* **What this task involves**
Which lines in the records below contain the word "Kuning"? Report each of them.

Stored data
------------------------------------------------------------------------

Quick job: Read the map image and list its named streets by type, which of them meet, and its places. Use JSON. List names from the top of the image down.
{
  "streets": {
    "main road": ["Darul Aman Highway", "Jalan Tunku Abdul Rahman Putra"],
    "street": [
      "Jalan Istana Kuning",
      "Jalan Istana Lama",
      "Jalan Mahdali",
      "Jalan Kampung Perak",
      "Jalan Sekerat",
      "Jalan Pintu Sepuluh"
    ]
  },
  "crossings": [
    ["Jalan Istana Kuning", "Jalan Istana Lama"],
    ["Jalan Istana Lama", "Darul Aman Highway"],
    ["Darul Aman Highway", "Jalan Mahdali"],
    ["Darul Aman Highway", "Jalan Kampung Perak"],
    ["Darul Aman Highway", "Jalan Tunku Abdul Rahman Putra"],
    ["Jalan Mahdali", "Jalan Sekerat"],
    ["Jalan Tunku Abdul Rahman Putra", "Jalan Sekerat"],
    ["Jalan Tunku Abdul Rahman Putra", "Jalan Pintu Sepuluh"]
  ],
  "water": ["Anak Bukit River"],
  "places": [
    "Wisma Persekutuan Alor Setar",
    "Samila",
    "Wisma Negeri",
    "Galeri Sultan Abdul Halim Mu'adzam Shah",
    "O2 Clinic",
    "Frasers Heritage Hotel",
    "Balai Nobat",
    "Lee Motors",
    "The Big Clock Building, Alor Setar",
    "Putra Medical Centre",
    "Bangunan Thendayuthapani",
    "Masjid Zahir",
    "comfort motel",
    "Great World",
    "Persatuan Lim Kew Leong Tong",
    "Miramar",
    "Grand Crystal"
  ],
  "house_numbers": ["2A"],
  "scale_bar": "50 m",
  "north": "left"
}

------------------------------------------------------------------------

* **Answer to this exercise**
      "Jalan Istana Kuning",
    ["Jalan Istana Kuning", "Jalan Istana Lama"],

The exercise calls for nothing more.